One of the country’s longest-standing meets is hoping to get masters events back on its schedule. The 92nd annual Kansas Relays will be held April 17-20, 2019, at the university’s recently built Rock Chalk Park. The meet features several high school, college and university races, a unique quadrathlon format for Division I schools, and appearances by a handful of professional athletes.
Up until two years ago, it also had a few events for masters athletes. But the number of athletes over age 40 who would show up to run had been dwindling, causing the meet organizers to take those events off the schedule the past two years.
Pat Melgares of Manhattan, Kansas, is leading an effort to get Masters runners back on the track at the Kansas Relays. He’s got a commitment from meet director Milan Donley to get at least one event back on the meet schedule, but will have to recruit the masters athletes and get solid commitments by early 2019.
“The key right now is to show that masters athletes will show up,” Melgares said. “If we put together a field of masters runners, those runners have to show up.

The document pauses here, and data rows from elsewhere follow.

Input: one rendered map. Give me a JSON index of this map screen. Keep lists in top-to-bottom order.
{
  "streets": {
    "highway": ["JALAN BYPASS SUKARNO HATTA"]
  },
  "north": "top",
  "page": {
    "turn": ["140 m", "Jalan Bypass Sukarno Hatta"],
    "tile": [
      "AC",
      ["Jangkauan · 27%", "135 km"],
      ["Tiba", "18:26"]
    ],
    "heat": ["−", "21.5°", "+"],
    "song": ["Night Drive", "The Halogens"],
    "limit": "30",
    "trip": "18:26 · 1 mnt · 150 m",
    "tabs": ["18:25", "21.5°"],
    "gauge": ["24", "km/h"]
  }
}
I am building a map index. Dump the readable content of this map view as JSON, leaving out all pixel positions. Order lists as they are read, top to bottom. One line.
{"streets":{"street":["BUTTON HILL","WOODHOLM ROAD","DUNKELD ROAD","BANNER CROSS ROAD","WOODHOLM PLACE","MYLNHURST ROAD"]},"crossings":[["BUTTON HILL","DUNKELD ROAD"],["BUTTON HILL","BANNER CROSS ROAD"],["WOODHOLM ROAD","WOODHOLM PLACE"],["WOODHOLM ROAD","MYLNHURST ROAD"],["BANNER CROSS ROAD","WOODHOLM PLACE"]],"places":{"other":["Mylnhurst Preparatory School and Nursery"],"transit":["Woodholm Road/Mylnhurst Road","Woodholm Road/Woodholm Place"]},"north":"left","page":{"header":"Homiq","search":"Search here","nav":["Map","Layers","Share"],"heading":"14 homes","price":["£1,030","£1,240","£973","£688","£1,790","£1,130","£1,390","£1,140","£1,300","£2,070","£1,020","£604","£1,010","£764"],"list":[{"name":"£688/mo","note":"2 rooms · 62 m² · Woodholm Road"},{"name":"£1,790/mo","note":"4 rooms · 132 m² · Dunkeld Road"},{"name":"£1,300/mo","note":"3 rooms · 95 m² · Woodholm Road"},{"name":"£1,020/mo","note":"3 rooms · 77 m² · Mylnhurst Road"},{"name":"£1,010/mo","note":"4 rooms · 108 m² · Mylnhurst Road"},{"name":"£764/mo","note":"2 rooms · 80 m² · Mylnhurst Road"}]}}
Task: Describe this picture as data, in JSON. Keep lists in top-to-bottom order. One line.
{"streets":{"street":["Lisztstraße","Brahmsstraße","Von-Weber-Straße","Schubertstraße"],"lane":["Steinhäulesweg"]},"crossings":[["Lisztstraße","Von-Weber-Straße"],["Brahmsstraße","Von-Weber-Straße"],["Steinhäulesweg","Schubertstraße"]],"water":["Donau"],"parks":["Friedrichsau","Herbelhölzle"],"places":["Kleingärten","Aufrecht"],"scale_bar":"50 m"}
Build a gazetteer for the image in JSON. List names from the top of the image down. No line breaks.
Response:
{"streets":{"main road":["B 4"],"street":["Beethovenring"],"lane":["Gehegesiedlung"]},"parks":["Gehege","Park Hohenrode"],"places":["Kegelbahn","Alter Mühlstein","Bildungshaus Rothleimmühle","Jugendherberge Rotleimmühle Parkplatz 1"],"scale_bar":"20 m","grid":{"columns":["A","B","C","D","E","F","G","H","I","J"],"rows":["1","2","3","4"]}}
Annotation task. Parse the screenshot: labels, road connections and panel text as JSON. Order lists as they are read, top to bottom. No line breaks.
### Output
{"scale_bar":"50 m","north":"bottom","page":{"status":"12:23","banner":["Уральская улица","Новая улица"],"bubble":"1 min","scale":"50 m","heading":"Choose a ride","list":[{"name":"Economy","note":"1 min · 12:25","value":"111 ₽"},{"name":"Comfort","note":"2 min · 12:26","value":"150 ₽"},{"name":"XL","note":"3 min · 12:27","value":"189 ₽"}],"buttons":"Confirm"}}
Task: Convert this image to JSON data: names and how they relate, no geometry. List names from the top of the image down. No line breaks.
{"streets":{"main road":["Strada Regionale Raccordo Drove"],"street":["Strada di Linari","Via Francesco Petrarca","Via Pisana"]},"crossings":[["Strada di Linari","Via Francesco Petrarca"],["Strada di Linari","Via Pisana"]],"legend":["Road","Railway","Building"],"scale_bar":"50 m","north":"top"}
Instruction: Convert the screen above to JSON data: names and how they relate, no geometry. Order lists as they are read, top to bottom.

If they don’t, we’ll have egg on our face and lose a great opportunity to compete in a great setting.”
There will not be time standards for masters runners to compete at that year’s Kansas Relays. Melgares hopes to get the 800-meter run on the schedule, but if there’s sufficient interest, will petition Donley to add either a 1500 or the mile.
Masters runners who are interested in running at the 2019 Kansas Relays will need to apply for entry. To do so, contact Melgares at melgares@LetsGoRun.com to express your interest, and you will be kept updated on information related to the relays as well as the entry process.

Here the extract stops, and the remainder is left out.